When it comes to putting a property on the market, factors such as location will no doubt play an important part in what sellers can expect to ask for.
A report by Nationwide Building Society showed that while annual UK house price growth was steady in September, maximising the interest in your property continues to be a must for anyone looking to sell-up.
Now, a new study commissioned by Privilege Home Insurance has highlighted some of the top “turn-offs” for prospective buyers.
According to the 2,008 UK adults asked, damp is the top factor to discourage those looking to make a purchase from doing so.
The result came after 67 per cent ranked damp as their number one turn-off when home-buying.
While this could be something of a project for property-selling hopefuls, the good news is, there are ways to fix the problematic issue.
Meanwhile, 53 per cent of people asked named structural deficiencies as another seriously unattractive factor – making it the second top turn-off.
And, almost half (47 per cent) of respondents said they would be put off by a lack of natural light in the property.

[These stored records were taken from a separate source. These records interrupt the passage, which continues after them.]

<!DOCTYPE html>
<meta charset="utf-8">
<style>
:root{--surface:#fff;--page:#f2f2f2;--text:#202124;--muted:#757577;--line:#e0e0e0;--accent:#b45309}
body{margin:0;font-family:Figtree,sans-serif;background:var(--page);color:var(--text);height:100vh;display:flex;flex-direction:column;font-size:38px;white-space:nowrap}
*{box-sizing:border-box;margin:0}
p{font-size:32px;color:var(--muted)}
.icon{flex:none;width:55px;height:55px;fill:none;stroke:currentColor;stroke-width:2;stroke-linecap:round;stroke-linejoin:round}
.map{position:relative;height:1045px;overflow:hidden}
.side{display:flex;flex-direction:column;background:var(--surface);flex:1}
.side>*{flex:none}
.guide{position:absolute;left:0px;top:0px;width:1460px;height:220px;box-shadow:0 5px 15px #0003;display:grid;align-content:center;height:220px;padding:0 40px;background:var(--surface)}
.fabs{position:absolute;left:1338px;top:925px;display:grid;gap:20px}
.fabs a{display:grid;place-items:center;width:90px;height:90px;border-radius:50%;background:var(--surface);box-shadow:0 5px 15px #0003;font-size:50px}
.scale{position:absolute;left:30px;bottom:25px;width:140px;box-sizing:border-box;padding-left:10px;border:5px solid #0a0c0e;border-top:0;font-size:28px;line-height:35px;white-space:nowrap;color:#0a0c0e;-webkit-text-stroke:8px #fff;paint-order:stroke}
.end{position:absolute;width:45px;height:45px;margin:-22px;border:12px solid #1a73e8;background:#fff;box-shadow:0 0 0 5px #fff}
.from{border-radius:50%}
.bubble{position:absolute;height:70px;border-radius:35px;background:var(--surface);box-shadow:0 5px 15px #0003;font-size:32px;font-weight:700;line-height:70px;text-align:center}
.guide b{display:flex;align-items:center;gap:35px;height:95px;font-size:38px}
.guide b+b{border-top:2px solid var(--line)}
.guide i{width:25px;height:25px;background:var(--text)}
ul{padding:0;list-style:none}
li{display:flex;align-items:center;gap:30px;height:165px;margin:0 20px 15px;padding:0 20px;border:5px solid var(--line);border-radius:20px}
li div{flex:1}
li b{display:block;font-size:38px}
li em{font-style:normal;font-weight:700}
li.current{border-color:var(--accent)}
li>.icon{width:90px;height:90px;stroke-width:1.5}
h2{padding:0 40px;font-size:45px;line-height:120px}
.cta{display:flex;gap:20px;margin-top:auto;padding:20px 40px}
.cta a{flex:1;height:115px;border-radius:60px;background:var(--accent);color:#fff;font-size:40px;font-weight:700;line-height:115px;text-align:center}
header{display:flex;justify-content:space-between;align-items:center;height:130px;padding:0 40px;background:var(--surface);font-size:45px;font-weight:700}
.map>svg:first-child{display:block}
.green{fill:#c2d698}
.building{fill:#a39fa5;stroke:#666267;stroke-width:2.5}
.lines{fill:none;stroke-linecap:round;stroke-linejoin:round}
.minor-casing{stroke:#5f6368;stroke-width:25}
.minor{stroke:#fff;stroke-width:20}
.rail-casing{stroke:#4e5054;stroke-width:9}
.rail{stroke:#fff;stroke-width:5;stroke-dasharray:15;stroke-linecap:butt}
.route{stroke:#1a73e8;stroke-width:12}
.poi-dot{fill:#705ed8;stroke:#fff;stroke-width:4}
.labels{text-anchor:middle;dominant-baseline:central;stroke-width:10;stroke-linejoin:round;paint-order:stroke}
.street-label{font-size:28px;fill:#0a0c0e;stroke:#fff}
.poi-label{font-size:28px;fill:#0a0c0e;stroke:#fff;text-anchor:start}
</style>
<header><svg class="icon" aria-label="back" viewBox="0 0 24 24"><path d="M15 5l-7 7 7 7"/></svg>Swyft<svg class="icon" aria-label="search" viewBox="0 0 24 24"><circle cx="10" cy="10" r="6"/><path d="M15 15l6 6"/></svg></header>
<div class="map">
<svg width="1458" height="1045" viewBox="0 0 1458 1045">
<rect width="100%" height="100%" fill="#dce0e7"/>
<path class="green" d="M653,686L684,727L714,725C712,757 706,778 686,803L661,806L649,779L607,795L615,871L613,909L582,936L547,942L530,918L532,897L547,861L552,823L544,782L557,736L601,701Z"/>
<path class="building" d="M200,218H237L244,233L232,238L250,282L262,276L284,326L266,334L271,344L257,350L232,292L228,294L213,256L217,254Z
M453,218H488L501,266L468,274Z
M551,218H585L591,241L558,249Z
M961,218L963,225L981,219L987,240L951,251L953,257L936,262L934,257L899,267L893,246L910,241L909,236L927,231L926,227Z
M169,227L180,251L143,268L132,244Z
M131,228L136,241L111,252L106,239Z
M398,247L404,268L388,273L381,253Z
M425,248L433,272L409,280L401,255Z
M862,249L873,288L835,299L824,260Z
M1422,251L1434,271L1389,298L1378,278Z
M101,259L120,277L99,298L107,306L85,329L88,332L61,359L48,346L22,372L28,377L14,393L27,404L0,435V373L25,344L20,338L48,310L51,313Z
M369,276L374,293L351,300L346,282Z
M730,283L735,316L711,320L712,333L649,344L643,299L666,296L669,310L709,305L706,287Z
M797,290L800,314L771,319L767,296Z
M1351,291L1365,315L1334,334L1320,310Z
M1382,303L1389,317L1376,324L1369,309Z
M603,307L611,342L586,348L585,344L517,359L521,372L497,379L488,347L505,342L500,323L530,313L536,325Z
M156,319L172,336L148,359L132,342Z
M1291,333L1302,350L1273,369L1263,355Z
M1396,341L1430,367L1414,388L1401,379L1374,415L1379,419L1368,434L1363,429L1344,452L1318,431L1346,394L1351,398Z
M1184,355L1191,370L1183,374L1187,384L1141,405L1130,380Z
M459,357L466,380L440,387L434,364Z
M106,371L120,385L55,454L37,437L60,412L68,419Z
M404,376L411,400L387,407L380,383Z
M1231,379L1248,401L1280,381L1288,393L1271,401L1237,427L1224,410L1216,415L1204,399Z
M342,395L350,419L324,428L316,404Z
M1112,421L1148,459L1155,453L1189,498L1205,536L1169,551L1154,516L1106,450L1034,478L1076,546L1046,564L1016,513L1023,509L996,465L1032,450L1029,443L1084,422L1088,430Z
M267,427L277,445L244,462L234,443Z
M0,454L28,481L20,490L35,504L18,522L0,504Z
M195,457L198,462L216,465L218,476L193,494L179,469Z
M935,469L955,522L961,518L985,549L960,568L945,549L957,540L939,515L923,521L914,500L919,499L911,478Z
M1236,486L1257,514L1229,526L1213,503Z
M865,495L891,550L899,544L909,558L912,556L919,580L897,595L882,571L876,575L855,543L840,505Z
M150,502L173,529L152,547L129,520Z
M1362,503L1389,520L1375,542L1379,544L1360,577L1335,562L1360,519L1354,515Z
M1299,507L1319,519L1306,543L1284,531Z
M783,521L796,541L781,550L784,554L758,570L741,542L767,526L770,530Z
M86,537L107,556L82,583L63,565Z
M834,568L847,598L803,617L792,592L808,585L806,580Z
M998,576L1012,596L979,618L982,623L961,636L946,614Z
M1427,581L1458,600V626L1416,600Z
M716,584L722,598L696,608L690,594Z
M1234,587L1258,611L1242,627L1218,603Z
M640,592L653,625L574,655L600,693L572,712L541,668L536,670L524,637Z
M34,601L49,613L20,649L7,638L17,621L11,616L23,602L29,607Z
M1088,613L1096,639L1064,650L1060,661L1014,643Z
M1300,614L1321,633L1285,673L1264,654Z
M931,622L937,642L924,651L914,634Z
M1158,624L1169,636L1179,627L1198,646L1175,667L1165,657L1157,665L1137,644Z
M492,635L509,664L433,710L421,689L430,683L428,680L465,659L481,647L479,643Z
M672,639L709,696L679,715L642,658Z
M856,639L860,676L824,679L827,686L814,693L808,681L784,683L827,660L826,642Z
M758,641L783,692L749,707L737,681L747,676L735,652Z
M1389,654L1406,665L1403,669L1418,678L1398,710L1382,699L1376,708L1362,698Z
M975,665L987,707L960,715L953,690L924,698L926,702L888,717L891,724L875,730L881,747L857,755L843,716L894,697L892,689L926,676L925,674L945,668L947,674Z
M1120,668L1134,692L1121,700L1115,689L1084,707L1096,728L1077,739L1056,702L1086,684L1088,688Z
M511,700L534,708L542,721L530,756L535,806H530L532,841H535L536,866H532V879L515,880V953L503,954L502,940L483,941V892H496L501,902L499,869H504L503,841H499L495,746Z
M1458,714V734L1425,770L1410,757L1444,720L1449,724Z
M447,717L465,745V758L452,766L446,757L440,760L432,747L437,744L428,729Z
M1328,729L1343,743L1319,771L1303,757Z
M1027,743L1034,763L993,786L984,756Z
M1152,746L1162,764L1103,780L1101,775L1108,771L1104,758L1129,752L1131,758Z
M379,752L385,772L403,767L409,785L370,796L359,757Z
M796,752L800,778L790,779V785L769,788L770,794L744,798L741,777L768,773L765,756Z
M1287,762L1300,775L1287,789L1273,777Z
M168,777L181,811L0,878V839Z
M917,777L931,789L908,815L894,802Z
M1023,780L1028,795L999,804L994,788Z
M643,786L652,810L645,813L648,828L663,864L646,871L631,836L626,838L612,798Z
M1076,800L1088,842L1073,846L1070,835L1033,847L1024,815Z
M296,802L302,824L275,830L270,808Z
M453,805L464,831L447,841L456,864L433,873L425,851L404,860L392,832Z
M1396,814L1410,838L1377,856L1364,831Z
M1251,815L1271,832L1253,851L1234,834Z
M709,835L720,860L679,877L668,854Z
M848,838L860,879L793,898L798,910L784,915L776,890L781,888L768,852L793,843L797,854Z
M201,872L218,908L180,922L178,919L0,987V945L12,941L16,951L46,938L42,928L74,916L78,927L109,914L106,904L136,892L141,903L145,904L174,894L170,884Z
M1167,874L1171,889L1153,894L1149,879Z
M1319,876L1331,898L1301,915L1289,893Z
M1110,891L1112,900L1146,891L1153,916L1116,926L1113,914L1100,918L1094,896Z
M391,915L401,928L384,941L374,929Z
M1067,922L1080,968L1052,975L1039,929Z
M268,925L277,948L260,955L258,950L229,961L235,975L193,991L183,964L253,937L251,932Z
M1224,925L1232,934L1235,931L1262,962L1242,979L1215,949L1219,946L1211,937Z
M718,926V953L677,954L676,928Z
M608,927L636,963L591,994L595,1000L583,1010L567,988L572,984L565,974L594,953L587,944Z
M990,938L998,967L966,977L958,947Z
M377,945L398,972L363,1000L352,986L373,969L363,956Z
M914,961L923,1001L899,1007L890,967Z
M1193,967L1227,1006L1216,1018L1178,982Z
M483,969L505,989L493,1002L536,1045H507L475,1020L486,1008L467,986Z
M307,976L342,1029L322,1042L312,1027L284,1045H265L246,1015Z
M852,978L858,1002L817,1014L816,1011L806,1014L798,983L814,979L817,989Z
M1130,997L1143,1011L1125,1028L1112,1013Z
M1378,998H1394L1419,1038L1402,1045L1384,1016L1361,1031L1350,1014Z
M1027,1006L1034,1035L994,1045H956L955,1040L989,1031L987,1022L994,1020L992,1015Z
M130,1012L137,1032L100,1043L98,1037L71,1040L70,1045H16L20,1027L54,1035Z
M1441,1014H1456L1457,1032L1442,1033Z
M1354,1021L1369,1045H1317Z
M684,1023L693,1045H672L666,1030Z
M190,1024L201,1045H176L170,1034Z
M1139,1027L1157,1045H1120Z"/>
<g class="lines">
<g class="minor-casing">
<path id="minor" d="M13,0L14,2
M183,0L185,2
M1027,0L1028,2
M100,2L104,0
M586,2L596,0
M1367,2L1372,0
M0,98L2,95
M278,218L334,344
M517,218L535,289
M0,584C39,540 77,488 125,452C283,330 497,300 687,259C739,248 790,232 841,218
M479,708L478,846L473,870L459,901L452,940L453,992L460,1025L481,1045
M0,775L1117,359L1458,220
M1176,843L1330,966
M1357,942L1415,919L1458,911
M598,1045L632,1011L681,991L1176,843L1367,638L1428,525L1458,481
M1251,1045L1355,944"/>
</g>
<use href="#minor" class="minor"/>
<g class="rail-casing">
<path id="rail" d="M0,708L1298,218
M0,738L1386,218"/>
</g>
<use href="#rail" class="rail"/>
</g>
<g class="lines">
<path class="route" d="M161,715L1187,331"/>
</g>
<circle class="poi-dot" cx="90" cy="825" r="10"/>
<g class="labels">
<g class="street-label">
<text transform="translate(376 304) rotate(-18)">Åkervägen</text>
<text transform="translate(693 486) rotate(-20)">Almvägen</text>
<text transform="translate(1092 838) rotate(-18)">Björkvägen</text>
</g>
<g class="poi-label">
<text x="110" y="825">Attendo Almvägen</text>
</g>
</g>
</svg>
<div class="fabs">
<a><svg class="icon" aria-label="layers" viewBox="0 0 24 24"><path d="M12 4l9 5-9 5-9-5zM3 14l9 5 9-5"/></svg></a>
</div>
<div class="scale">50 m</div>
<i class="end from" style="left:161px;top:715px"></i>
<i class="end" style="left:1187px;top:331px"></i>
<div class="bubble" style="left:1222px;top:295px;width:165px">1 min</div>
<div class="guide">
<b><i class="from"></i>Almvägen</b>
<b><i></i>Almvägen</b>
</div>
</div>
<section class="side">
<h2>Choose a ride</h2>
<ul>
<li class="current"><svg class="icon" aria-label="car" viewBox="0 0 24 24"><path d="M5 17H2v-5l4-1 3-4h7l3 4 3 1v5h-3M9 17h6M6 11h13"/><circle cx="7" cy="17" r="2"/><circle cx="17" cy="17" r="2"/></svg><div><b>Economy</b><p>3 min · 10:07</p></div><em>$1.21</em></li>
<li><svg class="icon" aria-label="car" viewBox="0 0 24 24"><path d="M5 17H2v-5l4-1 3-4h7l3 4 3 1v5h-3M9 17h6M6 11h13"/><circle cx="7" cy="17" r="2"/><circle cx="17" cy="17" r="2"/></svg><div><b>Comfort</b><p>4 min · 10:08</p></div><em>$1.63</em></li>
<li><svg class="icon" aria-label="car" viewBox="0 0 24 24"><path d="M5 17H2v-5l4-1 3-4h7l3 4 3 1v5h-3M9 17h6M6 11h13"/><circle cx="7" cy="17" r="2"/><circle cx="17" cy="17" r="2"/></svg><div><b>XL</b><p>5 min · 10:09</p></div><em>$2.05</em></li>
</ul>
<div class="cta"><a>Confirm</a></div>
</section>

Prospective sellers may also want to think about taking a closer look at their interiors too, if they want to grab the attention of possible new homeowners.
That’s because, the research saw 34 per cent of people voting an outdated kitchen and clutter as a serious turn-off.
Other turn-offs inside a property include patterned or textured ceilings, as well as bright or decorative wallpaper.
So, what are home-buyers looking for when viewing properties on the UK market?
According to the research, 57 per cent of people’s favourite property “turn ons” is cleanliness.
And, while it won’t always be possible, having an outdoor area came in at a close second, scooping 56 per cent of respondent’s vote.
House prices in Yorkshire and Humberside hit the headlines earlier this week, after Nationwide Building Society reported the region had seen an annual house price growth of 5.8 per cent in the third quarter of this year.
The results made it the strongest-performing area – the first time since 2005.
But, in parts of southern England, including London, statistics showed house prices had fallen annually in the third quarter – with Nationwide saying the decline was a ”modest” 0.7 percent.
While property prices will vary from place to place, there’s one type of home which is selling for huge amounts of money across the UK.
According to estate agent Jackson-Stops, rectories, once known as vicarages or parsonages, have been commanding an average asking price of £1,342,318 recently.